I am running a Dataflow pipeline to parse about 45000 text files stored in a Cloud storage bucket. The parsed text is transformed into JSON and written to text files for subsequent loading in BigQuery (not part of the pipeline). A few minutes after the pipeline starts the number of target workers gets raised to > 30 (exact number varies slightly between runs), but the number of actual workers remains stuck at 1.
Things I have checked:
- There are no quota limitations (checked through the console and the job logs)
- Autoscaling is enabled
- The load of the single worker is around 80 % (The Cloud Dataflow documentation mentions that Autoscaling is disabled if the load of a single worker is under 5 %)
If I let the pipeline run it finishes successfully in about 2 hours, but I expect that this could run much faster if the actual workers would scale to the target.

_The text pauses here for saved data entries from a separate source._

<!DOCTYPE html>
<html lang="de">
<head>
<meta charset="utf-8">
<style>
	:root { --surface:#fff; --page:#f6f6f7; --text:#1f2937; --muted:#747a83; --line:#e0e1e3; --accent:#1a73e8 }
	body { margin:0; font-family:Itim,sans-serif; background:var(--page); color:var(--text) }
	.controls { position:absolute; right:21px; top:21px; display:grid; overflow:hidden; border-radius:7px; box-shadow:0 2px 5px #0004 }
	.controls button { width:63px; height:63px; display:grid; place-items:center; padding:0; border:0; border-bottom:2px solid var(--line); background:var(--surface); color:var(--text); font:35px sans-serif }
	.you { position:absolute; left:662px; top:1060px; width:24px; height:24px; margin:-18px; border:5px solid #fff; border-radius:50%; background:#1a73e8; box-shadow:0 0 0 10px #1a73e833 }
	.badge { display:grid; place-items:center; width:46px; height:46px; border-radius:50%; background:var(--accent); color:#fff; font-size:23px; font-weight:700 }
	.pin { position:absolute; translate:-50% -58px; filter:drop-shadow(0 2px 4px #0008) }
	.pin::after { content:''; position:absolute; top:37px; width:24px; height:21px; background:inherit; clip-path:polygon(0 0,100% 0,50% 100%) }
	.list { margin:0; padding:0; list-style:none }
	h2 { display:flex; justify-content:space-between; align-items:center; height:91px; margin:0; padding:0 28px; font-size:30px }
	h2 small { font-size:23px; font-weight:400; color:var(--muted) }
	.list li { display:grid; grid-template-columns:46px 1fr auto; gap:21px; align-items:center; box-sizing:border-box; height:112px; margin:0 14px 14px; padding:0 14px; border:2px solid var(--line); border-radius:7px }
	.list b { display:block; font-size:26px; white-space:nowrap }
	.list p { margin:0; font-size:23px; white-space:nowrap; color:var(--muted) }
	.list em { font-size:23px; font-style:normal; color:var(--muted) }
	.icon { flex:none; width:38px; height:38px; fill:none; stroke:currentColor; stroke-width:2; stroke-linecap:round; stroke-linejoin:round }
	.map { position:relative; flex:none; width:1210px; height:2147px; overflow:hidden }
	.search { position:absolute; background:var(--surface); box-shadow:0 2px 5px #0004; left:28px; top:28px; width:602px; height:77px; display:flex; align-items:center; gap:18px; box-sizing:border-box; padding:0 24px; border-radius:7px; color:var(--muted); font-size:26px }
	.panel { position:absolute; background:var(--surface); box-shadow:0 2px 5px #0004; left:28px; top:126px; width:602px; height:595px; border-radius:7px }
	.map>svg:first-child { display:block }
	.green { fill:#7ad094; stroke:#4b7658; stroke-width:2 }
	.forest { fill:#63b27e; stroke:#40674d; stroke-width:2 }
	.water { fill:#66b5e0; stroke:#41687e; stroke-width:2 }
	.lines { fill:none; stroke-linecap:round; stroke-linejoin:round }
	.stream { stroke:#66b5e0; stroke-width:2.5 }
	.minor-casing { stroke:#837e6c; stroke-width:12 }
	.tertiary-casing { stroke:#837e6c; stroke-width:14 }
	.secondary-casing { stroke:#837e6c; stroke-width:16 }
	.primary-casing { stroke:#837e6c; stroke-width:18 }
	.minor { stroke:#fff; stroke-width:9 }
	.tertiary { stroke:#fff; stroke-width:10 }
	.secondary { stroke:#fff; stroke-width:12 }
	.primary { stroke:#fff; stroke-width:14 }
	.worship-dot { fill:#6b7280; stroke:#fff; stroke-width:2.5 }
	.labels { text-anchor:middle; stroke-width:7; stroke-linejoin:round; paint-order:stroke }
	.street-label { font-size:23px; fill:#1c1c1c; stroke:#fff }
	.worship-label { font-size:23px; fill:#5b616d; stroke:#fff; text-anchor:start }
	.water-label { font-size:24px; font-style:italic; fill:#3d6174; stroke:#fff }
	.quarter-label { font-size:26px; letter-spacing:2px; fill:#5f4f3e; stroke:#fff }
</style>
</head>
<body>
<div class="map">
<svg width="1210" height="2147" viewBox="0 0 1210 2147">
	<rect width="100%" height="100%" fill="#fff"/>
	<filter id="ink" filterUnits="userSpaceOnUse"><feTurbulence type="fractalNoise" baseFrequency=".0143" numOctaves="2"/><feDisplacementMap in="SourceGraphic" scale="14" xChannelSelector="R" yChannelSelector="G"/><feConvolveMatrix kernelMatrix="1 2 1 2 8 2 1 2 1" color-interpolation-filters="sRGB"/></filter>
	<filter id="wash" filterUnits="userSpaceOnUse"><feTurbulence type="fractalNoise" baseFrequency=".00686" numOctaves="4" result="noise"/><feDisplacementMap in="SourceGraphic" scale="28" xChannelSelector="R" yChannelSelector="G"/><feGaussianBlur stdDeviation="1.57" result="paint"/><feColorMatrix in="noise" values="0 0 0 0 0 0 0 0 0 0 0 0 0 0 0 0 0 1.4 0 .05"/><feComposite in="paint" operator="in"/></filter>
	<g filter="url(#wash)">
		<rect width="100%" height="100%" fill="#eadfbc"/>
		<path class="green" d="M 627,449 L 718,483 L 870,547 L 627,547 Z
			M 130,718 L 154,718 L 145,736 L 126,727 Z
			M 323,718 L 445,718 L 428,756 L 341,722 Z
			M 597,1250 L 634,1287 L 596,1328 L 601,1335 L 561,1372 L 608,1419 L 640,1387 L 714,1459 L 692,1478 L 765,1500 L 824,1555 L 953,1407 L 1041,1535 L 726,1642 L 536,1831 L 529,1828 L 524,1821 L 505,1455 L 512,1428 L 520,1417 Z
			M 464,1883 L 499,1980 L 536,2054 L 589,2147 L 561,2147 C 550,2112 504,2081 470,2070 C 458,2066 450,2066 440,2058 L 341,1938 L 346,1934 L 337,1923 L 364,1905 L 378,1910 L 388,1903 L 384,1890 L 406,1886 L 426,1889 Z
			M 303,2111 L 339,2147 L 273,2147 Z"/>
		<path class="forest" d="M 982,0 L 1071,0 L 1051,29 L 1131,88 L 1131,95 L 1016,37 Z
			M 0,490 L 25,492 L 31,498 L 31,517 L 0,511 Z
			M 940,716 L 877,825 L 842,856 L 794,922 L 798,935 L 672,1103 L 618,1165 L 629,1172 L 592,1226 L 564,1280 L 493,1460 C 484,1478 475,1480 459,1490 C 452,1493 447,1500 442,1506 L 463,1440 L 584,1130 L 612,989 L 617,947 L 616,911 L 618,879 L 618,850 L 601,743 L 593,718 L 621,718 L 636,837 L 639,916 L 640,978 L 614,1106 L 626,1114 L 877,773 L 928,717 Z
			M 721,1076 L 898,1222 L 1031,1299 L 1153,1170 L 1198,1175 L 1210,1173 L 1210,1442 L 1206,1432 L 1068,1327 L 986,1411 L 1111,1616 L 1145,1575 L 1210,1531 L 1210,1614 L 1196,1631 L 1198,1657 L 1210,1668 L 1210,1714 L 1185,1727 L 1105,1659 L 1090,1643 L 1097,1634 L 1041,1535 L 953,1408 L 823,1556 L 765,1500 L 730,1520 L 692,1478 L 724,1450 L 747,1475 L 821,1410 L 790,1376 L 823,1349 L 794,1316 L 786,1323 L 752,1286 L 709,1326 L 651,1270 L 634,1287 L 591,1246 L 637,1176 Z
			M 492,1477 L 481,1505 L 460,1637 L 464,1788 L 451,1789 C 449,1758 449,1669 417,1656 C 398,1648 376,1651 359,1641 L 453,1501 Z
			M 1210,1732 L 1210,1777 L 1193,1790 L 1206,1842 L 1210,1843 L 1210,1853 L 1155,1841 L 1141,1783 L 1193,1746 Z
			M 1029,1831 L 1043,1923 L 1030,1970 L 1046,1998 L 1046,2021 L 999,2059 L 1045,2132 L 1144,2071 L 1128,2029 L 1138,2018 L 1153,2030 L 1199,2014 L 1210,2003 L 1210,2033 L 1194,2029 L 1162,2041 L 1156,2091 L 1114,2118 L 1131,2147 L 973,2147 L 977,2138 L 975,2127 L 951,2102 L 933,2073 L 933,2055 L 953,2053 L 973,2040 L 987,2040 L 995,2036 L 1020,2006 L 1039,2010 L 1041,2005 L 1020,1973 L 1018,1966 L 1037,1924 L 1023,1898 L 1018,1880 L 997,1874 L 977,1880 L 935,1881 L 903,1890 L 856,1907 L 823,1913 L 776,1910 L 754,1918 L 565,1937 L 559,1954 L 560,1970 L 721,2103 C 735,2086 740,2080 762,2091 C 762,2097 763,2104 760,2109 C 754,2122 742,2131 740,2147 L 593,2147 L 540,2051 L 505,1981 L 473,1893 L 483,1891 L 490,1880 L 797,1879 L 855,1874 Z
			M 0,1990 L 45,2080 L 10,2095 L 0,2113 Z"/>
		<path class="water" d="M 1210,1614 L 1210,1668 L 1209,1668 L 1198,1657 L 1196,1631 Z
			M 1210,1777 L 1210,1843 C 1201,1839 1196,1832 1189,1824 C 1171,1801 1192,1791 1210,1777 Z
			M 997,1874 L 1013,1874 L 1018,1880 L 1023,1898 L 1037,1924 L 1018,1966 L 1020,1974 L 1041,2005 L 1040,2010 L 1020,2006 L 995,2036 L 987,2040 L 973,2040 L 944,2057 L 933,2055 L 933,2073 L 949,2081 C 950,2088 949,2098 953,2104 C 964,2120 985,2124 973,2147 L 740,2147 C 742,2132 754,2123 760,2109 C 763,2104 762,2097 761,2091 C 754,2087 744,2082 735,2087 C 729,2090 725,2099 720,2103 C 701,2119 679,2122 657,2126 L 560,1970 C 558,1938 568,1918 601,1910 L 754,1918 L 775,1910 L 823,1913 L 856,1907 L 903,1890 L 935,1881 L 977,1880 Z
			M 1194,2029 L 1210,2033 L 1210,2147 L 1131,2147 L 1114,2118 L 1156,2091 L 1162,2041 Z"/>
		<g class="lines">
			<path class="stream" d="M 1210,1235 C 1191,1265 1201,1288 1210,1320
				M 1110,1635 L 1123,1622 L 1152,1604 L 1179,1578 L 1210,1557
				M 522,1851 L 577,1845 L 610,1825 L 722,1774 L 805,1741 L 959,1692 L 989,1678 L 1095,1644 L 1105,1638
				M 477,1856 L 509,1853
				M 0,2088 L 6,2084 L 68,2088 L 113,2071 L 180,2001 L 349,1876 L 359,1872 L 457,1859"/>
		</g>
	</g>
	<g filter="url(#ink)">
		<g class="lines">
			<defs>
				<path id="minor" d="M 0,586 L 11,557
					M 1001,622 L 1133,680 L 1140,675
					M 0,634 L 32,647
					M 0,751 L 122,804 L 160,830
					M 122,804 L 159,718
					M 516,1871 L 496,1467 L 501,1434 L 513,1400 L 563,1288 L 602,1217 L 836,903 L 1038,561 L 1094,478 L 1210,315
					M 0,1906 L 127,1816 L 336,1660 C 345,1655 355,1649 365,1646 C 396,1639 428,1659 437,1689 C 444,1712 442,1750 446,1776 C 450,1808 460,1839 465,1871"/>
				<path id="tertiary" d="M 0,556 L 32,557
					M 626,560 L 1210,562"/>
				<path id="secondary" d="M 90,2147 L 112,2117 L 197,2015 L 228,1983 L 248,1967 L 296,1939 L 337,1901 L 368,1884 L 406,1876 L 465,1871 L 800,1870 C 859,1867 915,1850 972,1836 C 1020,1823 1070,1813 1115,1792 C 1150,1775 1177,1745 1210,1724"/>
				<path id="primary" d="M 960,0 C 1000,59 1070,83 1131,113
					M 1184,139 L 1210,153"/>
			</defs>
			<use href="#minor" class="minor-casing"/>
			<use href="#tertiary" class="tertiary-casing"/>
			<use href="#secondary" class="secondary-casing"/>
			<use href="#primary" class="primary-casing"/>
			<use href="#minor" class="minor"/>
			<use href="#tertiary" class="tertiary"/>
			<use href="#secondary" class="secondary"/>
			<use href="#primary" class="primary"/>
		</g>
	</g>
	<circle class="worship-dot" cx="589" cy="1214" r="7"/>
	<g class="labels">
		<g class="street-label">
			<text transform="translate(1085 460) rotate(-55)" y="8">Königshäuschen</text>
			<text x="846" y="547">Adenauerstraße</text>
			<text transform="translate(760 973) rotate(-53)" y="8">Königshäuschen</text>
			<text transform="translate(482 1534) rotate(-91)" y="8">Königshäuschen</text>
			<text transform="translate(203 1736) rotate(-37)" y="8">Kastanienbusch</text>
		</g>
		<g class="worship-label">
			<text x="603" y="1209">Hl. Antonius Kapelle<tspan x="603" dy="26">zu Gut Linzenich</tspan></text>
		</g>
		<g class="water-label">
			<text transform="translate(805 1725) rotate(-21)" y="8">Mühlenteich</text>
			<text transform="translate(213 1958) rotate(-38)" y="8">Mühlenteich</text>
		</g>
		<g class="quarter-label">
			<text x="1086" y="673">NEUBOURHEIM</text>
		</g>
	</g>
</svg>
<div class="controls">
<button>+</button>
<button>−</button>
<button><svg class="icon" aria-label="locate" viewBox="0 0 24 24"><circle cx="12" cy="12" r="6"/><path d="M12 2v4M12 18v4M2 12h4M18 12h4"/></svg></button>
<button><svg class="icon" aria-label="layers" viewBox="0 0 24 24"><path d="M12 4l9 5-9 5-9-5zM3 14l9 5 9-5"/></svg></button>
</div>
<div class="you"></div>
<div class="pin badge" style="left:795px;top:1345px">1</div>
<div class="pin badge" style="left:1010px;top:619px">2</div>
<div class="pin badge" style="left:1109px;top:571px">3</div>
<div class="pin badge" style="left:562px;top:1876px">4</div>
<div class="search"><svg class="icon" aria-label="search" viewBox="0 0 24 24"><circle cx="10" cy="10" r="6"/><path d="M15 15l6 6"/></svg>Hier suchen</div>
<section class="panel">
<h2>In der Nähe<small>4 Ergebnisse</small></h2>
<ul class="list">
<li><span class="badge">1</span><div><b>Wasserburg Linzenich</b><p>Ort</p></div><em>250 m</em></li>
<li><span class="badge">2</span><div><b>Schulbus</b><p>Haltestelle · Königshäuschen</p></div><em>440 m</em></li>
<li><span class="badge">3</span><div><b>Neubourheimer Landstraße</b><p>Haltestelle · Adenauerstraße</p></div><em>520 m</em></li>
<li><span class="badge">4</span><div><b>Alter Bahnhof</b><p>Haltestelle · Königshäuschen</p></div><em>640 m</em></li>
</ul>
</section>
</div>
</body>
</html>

Here is the relevant section of the code:
client = storage.Client()
blobs = client.list_blobs(bucket_name)
rf = [b.name for b in blobs]
with beam.Pipeline(options=pipeline_options) as p:
json_list = (p | 'Create filelist' >> beam.Create(rf)
| 'Get string' >> beam.Map(getstring)
| 'Filter empty strings' >> beam.Filter(lambda x: x != "")
| 'Get JSON' >> beam.Map(getjson)
| 'Write output' >> WriteToText(known_args.output))
Any suggestion as to what is preventing the workers from scaling up ?